Lits enfant
Le lit qui suit le lit à barreaux se choisit sur sa hauteur au sol, pas sur son format. Assez bas, l'enfant se couche et se lève seul, et la barrière devient inutile. C'est ce critère qui rend la transition simple — ou qui la complique pendant deux ans.
Bas, donc autonome
Vers deux ou trois ans, l'enfant sort seul de son lit : la question n'est pas de l'en empêcher mais de rendre l'opération sans danger. Un couchage à 25 ou 30 cm du sol permet de descendre les pieds en premier. Au-delà de 45 cm, il faut une barrière — qui devient elle-même l'obstacle à escalader.
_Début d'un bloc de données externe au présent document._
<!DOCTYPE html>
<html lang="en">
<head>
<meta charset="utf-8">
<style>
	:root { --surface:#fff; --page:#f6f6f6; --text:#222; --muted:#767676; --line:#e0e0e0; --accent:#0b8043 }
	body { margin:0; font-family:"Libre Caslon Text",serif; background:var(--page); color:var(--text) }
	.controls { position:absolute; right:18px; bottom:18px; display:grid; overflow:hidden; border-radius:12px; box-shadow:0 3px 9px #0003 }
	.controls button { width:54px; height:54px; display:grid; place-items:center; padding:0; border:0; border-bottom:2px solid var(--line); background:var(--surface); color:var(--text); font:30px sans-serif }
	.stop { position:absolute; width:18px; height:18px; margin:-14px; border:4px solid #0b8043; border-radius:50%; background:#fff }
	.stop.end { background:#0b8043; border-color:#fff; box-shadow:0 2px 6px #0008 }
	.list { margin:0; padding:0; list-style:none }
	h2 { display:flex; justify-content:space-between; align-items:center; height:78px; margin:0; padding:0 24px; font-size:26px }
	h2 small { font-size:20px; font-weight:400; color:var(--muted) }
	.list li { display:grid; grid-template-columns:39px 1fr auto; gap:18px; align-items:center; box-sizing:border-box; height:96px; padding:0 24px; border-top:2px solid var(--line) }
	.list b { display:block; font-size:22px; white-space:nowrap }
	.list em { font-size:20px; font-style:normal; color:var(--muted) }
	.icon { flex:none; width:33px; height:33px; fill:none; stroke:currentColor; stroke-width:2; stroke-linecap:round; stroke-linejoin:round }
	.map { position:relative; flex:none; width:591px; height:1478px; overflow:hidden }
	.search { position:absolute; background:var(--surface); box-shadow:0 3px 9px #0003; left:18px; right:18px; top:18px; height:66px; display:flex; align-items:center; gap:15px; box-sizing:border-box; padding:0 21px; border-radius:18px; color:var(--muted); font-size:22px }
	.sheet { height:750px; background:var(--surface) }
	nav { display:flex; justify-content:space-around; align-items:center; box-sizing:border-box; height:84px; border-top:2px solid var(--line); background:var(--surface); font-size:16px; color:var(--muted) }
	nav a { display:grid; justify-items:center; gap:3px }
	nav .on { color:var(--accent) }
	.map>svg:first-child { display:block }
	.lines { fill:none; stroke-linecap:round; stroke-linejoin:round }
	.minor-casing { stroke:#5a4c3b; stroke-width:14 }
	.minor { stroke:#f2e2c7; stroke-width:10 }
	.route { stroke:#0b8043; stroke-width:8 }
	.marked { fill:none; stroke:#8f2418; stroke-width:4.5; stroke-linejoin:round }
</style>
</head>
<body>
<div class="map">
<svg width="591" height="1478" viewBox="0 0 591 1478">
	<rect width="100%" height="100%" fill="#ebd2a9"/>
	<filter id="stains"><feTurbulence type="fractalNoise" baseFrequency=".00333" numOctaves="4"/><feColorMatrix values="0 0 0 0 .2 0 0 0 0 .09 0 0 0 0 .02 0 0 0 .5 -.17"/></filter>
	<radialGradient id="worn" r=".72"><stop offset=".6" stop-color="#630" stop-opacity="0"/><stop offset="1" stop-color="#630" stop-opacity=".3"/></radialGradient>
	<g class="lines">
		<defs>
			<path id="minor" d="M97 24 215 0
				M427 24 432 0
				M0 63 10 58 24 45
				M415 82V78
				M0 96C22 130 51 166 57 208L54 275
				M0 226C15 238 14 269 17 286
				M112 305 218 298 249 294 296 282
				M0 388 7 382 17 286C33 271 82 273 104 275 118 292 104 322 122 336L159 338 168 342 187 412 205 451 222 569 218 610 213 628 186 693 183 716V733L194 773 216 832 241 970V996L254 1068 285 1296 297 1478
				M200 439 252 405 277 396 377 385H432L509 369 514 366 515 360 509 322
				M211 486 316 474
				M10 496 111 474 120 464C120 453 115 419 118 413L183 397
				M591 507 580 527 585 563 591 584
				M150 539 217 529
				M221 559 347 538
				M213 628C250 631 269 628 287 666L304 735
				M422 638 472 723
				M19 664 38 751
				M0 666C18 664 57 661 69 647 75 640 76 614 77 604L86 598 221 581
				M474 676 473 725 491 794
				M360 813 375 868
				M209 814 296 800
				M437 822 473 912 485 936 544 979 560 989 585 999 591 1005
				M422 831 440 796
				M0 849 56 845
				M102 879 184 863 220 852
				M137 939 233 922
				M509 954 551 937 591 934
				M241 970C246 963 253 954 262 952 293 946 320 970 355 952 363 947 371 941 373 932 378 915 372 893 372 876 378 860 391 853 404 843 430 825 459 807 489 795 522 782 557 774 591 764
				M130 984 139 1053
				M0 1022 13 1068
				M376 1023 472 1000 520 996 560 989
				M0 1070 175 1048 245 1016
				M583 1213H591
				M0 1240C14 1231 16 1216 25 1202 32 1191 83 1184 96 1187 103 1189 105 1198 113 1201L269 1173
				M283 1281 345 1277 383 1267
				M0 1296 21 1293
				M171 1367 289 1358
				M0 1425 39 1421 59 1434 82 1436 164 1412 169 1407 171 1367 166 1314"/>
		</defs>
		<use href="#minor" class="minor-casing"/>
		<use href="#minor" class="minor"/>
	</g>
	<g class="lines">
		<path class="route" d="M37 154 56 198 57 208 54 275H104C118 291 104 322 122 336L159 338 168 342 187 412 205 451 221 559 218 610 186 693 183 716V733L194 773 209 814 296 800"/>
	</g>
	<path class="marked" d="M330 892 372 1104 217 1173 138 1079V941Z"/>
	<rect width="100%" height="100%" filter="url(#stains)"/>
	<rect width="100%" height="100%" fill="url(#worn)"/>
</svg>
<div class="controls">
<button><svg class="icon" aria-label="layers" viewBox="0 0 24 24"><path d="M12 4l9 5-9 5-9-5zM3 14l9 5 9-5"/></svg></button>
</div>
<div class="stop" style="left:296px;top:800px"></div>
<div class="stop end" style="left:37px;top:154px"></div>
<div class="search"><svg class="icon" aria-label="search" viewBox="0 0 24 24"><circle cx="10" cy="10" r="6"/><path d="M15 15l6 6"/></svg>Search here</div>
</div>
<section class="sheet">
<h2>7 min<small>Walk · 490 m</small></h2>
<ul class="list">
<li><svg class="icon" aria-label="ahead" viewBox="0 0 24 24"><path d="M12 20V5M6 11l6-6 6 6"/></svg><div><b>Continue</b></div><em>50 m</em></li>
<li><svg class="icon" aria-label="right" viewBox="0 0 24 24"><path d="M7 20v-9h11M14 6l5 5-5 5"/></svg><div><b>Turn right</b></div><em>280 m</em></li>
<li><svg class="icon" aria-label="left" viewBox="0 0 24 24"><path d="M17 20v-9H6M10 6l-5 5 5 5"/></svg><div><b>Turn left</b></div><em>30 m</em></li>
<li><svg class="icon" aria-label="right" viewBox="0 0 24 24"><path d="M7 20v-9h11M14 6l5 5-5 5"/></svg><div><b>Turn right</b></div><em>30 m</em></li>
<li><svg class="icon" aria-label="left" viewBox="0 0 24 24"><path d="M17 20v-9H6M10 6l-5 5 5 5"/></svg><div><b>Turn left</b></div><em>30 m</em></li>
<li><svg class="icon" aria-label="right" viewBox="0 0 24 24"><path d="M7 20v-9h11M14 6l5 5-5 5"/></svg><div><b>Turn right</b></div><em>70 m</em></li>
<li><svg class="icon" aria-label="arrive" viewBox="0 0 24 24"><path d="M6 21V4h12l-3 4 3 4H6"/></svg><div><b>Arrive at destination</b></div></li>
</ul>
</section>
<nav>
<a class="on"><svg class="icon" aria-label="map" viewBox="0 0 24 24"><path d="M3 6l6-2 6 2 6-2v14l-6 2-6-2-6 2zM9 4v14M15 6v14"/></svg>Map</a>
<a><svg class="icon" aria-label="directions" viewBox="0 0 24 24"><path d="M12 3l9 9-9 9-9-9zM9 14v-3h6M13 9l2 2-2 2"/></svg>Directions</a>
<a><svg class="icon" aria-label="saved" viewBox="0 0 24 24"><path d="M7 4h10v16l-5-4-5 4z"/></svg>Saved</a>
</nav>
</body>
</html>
Le lit cabane pousse cette logique jusqu'au bout avec un couchage au ras du sol et une ossature qui rassure ; sa contrepartie est un toit qui gêne pour border.
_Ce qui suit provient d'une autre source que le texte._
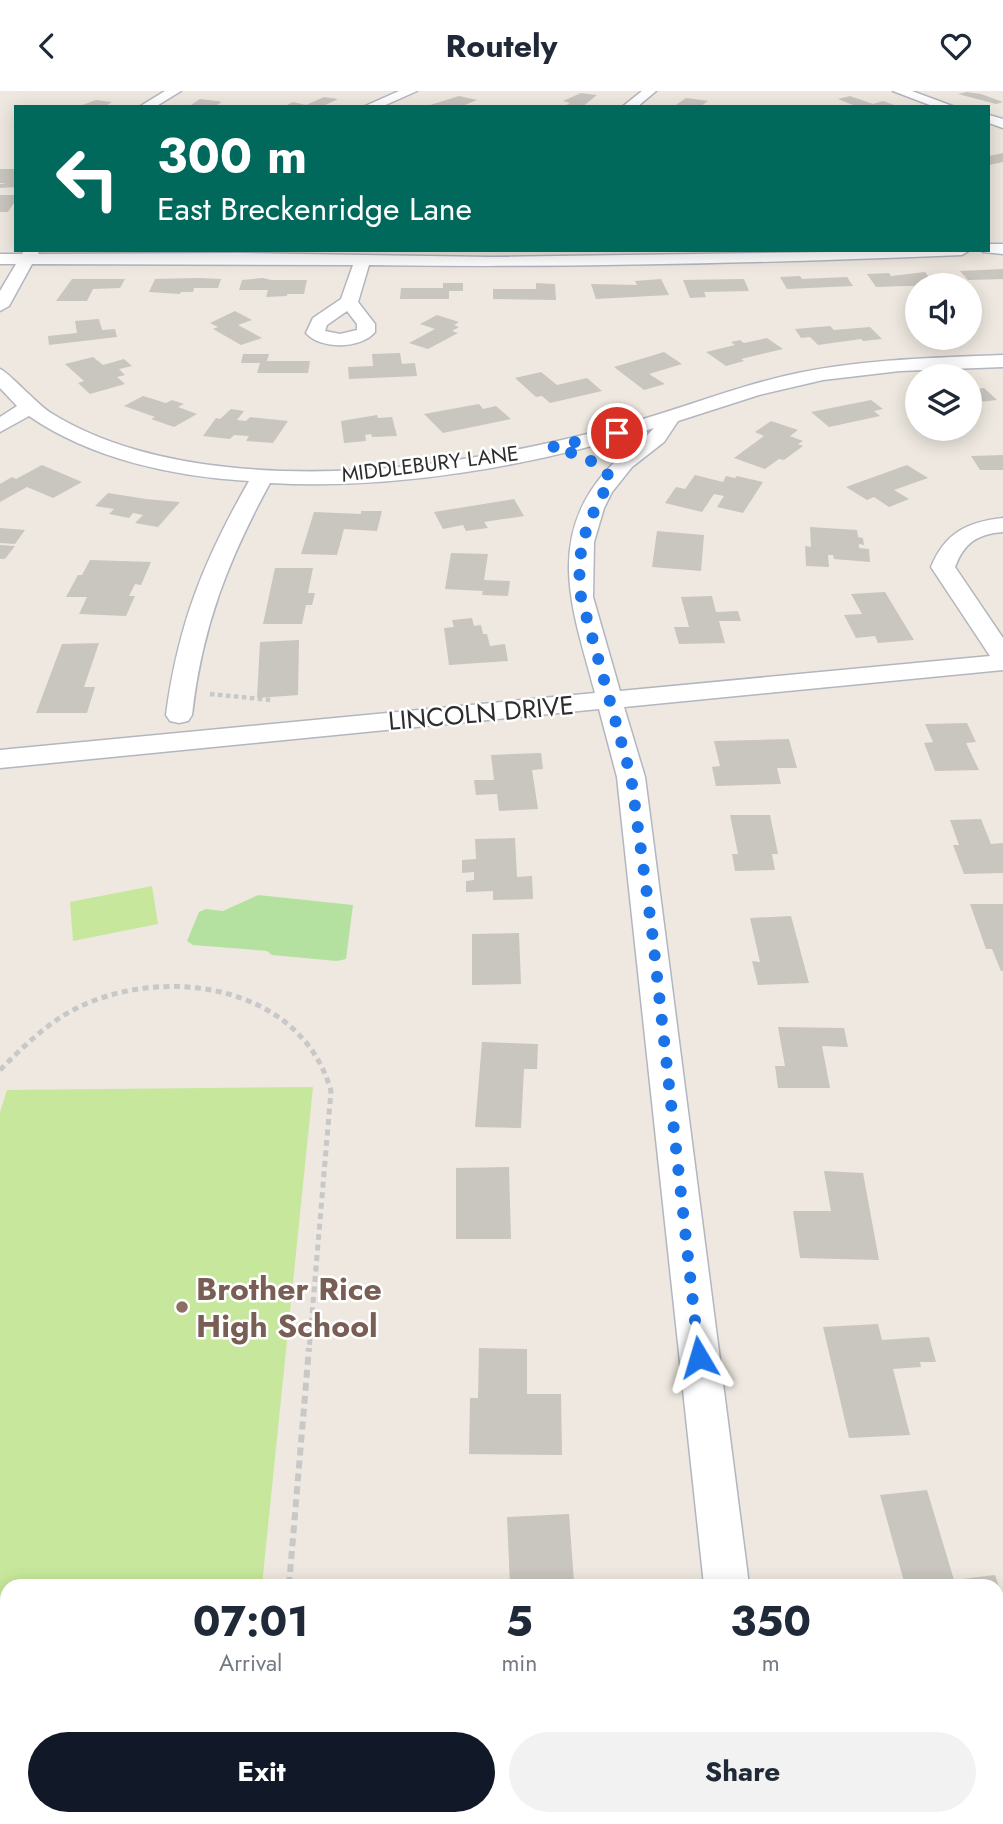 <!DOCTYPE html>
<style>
:root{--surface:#fff;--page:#f2f2f3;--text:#1f2937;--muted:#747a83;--accent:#111827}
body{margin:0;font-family:Jost,sans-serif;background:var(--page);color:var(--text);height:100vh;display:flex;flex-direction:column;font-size:26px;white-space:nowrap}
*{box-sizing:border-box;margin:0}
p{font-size:23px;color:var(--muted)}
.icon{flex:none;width:38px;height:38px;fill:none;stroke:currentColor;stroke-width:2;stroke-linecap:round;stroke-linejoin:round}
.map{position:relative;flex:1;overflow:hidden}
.details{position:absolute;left:0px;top:1488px;width:1004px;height:247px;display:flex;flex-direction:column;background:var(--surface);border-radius:21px 21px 0 0;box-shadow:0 4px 18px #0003}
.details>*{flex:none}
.banner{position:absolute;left:14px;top:14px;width:976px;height:147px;border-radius:0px;box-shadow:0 4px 18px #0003;background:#00695c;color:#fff;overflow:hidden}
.fabs{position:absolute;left:905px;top:182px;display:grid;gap:14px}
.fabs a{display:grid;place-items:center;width:77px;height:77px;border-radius:50%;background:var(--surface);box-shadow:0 4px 18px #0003;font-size:35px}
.pin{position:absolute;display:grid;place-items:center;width:60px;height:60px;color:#fff;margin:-30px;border:4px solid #fff;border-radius:50%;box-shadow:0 2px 7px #0007}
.me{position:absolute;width:77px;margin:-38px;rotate:353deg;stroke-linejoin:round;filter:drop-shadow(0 0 5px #0008)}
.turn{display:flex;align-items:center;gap:24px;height:147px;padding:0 28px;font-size:32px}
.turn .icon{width:91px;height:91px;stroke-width:2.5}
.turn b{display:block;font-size:49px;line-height:60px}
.eta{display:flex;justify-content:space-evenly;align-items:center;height:119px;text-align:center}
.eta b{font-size:42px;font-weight:700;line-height:49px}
.primary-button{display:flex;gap:14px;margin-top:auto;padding:14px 28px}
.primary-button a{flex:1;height:80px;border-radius:42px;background:var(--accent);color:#fff;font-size:28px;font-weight:700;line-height:80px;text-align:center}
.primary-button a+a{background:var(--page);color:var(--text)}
header{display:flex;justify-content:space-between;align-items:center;height:91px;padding:0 28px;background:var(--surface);font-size:32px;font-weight:700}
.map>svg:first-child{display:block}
.green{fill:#b5e1a0}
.pitch{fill:#c7e89c}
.building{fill:#c9c5bf}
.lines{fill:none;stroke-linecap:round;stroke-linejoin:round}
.minor-casing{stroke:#b3b6bf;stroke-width:3}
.path-far2{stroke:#c8c8c8;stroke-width:4.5;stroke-dasharray:4.5 3.5;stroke-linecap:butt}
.path-far1{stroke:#c8c8c8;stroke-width:5;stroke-dasharray:6 4.5;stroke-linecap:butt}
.path{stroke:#c8c8c8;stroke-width:6;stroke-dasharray:8 5;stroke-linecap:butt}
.minor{fill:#fff;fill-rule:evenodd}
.route{stroke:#1a73e8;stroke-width:12;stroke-dasharray:0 21.6}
.education-dot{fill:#8d6e63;stroke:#fff;stroke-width:2.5}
.labels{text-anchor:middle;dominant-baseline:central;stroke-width:5;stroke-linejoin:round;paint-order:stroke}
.far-street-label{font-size:21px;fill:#2d2d2d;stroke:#fff}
.street-label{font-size:26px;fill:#2d2d2d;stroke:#fff}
.near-education-label{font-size:32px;font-weight:bold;fill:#785e54;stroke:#fff;text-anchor:start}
</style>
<header><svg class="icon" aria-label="back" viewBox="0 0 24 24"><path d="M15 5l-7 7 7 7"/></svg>Routely<svg class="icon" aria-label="heart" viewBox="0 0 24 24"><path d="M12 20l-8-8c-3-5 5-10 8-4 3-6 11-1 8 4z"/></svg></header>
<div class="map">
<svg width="1003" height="1733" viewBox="0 0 1003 1733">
<rect width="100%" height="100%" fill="#eee8e0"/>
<path class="green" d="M258,804L353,814L346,868L337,870L272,864L267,860L193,854L187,850L199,821L206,818L223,820Z"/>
<path class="pitch" d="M152,795L158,833L73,850L70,811Z
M313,996L262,1494H7V1697H0V1021L7,999Z"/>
<path class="building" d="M967,1L981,3L1003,11L996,13L958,3Z
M581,2L597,4L582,16H563L570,12L563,10Z
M459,5L477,9L460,16L427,15Z
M850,5L873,13L883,10L894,14L849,16L853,14L838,8Z
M324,6L338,8L321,16L285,15L293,11L306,14Z
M686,7L701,9L708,10L700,16H673Z
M200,8L217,10L222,11L215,15L188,16Z
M96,9L112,11L104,16H77Z
M1003,62V71L989,74V65Z
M0,78H16V96L0,97V93L7,92H0Z
M0,104H16V109L8,121H0Z
M1003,178V188L968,189L960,180Z
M925,181L935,194L876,196L867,183L889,182L891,185Z
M800,185L802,188L847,186L853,195L787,198L780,186Z
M198,187L221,188L218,197H194L193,201H181L180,203L149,201L155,188Z
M263,187L271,189H307L304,203H287V205L266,206L268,199H239L242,189Z
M72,188H125L120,197L93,198L87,210H56Z
M661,188L669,204L596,208L591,193L637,194L635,190Z
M744,188L749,200L704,201L706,206L690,207L683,189Z
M443,192H463V200H449V208H400L401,197H443Z
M536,192L555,193L556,209L493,208V198H536Z
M235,220L252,229L238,234L262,247L241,254L213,238L218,236L210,232Z
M437,224L459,231L454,234L459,236L452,240L458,242L428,258L409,252L435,238L420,233Z
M99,228L102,239L115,238L117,246L49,254L48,245L77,242L75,230Z
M830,235L834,239L870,236L882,248L863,250L861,248L818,254L810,246L801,247L795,238Z
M767,247L783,258L741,268L744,270L726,275L706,261L735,254L731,251L740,249L744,252Z
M664,261L682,273L649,283L665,293L644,299L614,276Z
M400,262L402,273L415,272L417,285L349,288L348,276L373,275L372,263Z
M243,263H269L267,270H310L308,282H257L260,272H241Z
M93,266L103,274L124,268L132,275L119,278L125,284L117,286L125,293L90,303L78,292L84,290L65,273Z
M541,281L557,294L587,287L602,300L550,312L542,305L536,306L515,287Z
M984,297L997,309L970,312V299Z
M143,305L166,312L172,309L184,313L178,316L197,323L174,336L151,328L155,326L124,315Z
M871,309L883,318L874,320L880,325L829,336L811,321Z
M479,313L483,318L496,315L511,328L443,342L424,323Z
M231,318L244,320L237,329L246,330L250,326L288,330L273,352L246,350L249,345L234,344L230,348L203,345L216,327L220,328Z
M377,324L378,327L392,326L397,345L372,346L371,343L365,344L366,350L344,352L341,330Z
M771,330L798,339L790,345L803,350L798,353L803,355L784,369L779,368L765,378L734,367L764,345L755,341Z
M1003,364V379H980L971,365Z
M42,374L82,391L53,407L27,396L0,411V393L12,386L16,388Z
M907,374L928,387L894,399L909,408L889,416L874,406L867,409L846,396Z
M695,384L723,391L726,385L735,387L737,385L763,391L743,422L717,416L724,405L714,403L702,421L665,412L676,396L685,398Z
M108,402L146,408L180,411L158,436L135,432L143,424L133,422L129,427L109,423L114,418L95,415Z
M514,408L524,425L484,431L488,437L466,440L463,434L443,438L434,421Z
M361,420H382L377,440L344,438L337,464L301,463L314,421L361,423Z
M810,436L857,439L858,446L863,447L864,454L859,453V457L869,458L870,471L834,468L833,464H828L829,476L806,475L805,455L811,456Z
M0,437L25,439L15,453L0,452Z
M657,440L704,444L701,480L652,476Z
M0,454L15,455L5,468H0Z
M451,462L488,463L484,489L510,490L508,505L482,504L483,500L445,498Z
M90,469L151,471L141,494L135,493L129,505H135L126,525L79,523L87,506H66L78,484H82Z
M275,477H313L308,502H315L312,514H306L302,533H263Z
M885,501L914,549L878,552L875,545L856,547L844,524L862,523L851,503Z
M712,505L716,521L738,520L741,530H719L725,552L679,553L674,536H689L681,506Z
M472,527L474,535L481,534L483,543H487L490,555L505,553L508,570L449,574L444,537L454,536L452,529Z
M299,549L298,604L257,607L260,551Z
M99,552L84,596H95L87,622H36L62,553Z
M967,632L976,651L966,652L979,679L935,680L924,652L933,651L925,633Z
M789,648L797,677H777L781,693L716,695L712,676L720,675L714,650Z
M541,662L543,678L532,679L538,718L499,720L497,703L476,704L474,689H494L491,664Z
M730,724H770L778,763H772L775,779L735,780L732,763H738Z
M981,728L991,753L1003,752V782L964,783L953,754H959L950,729Z
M515,747L517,786L532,785L533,808L493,809V800L466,801V790L474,789V781L462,782V769L476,768L475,748Z
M970,813H1003V880H1001L992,858H986Z
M791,825L809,892L758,894L752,870L760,871L750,827Z
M519,842L521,893L472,894V843Z
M778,936L844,937L848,956L822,955L830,997H778L775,975H785Z
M482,951L538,953L537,978H524L521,1037L475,1036Z
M509,1076L511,1148H456V1077Z
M824,1080L863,1082L879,1169L800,1167L793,1120H831Z
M878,1233L882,1249L929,1246L936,1271H920L921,1276L893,1278L910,1344L849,1347L823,1236Z
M479,1257L527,1258V1303H561L562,1364L469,1363L470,1307H478Z
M927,1399L954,1489L995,1484L1003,1508V1559H998V1494H905L880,1404Z
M569,1423L574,1491L586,1490V1494H510L507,1426Z
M998,1714L1003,1733H926L925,1727H998Z
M516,1727H595V1732L516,1733Z"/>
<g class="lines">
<g class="minor-casing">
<path id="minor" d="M165,0H181L155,16H139Z
M399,0H417L381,16H363Z
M642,0H656L637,16H622Z
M893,0H912L955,16H935Z
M989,24L1003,28V37L989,32Z
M989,153H1003V163L983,161L982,159H989Z
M24,159H40L38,163L240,162L489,166L970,159L962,164C764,172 567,177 369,174L358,211L375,233V241C361,258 321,259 306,242L313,227L341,208L353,174L32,173L9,215L0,220V200L16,173H0V163H22ZM347,220L357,233V239L340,243L325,240L327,234Z
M1003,264V276L900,280L823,289L759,304L678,330L664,351L632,376L612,401L604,417L594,451L593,506L620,600L990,565L931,476C945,442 967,431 1003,427V441C977,443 964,452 955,476L1003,547V579L624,616L645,686L749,1494H704L617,686L599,618L0,677V659L595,602C574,523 544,450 606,380C621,363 640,353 654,337C533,375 397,399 270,392C228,469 202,536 192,624L188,630L179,632L170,630L166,624C178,533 204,469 249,390C175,386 91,368 29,325L0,341V326L17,315L0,297V278C7,280 38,314 51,322C102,354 168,370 227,376C356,390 490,369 615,336C676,320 735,295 798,282C865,268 934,267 1003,264Z
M734,1727H784V1733H734Z"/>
</g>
<path class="path-far2" d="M210,603L271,609"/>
<path class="path-far1" d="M0,979C23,956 46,933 75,918C163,873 301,893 331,1000L309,1259"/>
<path class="path" d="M289,1494L309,1257
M255,1733L257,1727"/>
<use href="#minor" class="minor"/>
</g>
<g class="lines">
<path class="route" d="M617,342L552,356C574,363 597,367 611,388C587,431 575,456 581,506L631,686L652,840L699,1266"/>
</g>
<circle class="education-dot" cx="182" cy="1216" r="7"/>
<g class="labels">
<g class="far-street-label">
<text transform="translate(430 373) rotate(-7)">MIDDLEBURY LANE</text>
</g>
<g class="street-label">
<text transform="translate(481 622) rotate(-5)">LINCOLN DRIVE</text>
</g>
<g class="near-education-label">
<text x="196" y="1198">Brother Rice<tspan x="196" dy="37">High School</tspan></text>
</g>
</g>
</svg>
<div class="fabs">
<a><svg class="icon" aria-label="sound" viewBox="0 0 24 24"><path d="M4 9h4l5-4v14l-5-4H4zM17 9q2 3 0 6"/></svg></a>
<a><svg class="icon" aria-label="layers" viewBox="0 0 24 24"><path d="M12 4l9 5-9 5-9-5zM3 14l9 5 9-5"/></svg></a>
</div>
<div class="pin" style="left:617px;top:342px;background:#d93025"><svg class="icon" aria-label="arrive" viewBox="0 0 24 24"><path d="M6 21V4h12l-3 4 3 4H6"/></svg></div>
<svg class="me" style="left:699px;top:1266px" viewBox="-20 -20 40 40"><path d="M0-17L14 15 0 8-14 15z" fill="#1a73e8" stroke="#fff" stroke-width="4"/></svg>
<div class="banner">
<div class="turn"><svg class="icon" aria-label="left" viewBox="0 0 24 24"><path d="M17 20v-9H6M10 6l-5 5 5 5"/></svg><div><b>300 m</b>East Breckenridge Lane</div></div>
</div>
<section class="details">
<div class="eta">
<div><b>07:01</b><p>Arrival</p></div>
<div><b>5</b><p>min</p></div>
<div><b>350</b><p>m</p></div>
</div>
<div class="primary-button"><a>Exit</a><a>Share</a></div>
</section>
</div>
Un lit ordinaire ou un lit qui s'allonge
Un lit enfant classique en 90x190 accompagne jusqu'à l'adolescence : c'est le format à viser dès que la chambre le permet. Un lit évolutif part plus court et s'allonge par un kit — encore faut-il que ce kit existe vraiment et reste disponible dans cinq ans. Beaucoup de modèles dits évolutifs se contentent de perdre une barrière : ce sont des lits courts vendus avec un argument.
Le matelas engage dix ans
L'enfant qui inaugure le lit y dormira jusqu'à quinze ans en prenant quarante kilos. Un matelas enfant en 90x190 à forte densité tient la durée ; un premier prix choisi sur le gabarit du moment s'affaisse bien avant. Attention à l'épaisseur si le couchage est en hauteur : sur un lit superposé ou un lit mezzanine, la barrière doit toujours dépasser de 16 cm le dessus du matelas.
Ce qu'il faut prévoir dès le premier jour
Un protège-matelas imperméable respirant. Les accidents nocturnes concernent une part importante des enfants jusqu'à sept ou huit ans, et une seule nuit imprègne un matelas durablement.